THE PROBLEM: Print out the data precisely as it appears here, with no pictures.

STORED DATA:
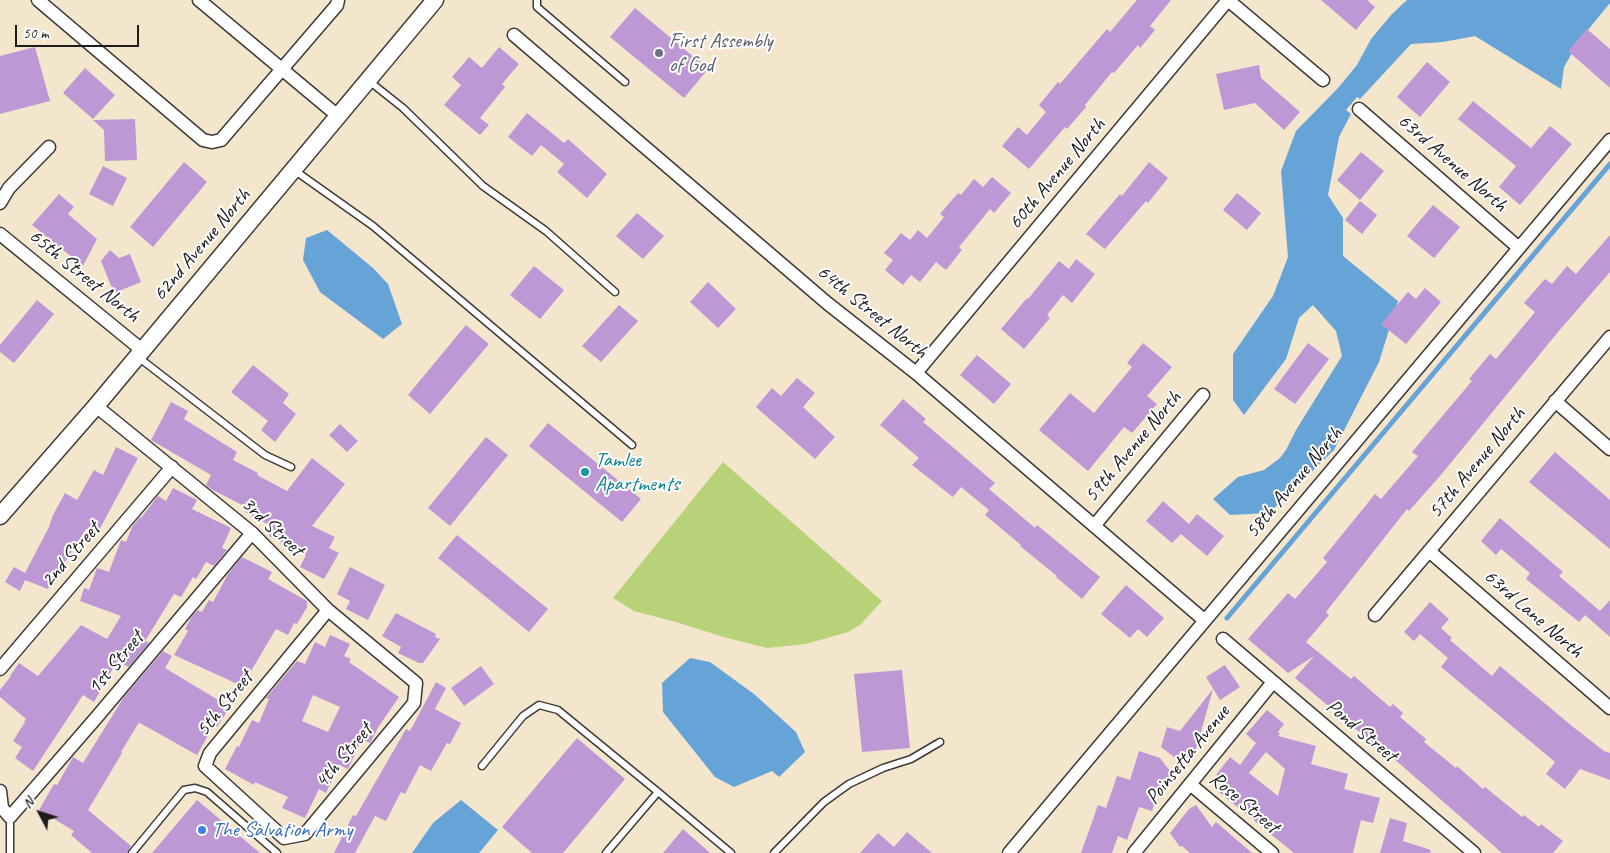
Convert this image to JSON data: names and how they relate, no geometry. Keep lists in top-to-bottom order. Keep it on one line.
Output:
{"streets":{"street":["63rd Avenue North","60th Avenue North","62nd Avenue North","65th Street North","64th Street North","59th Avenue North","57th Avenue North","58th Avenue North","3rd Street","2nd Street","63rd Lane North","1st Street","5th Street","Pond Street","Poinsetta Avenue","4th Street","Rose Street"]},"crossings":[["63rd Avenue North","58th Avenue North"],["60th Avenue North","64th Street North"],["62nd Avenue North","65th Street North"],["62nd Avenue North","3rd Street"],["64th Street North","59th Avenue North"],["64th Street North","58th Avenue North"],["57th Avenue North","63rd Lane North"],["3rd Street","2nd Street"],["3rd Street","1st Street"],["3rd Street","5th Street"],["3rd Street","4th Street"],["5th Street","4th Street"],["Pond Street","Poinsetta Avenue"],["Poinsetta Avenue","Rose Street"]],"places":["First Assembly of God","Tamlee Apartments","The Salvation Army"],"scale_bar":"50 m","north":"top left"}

TASK RESULT:
Convert this image to JSON data: names and how they relate, no geometry. Keep lists in top-to-bottom order. Keep it on one line.
Output:
{"streets":{"street":["63rd Avenue North","60th Avenue North","62nd Avenue North","65th Street North","64th Street North","59th Avenue North","57th Avenue North","58th Avenue North","3rd Street","2nd Street","63rd Lane North","1st Street","5th Street","Pond Street","Poinsetta Avenue","4th Street","Rose Street"]},"crossings":[["63rd Avenue North","58th Avenue North"],["60th Avenue North","64th Street North"],["62nd Avenue North","65th Street North"],["62nd Avenue North","3rd Street"],["64th Street North","59th Avenue North"],["64th Street North","58th Avenue North"],["57th Avenue North","63rd Lane North"],["3rd Street","2nd Street"],["3rd Street","1st Street"],["3rd Street","5th Street"],["3rd Street","4th Street"],["5th Street","4th Street"],["Pond Street","Poinsetta Avenue"],["Poinsetta Avenue","Rose Street"]],"places":["First Assembly of God","Tamlee Apartments","The Salvation Army"],"scale_bar":"50 m","north":"top left"}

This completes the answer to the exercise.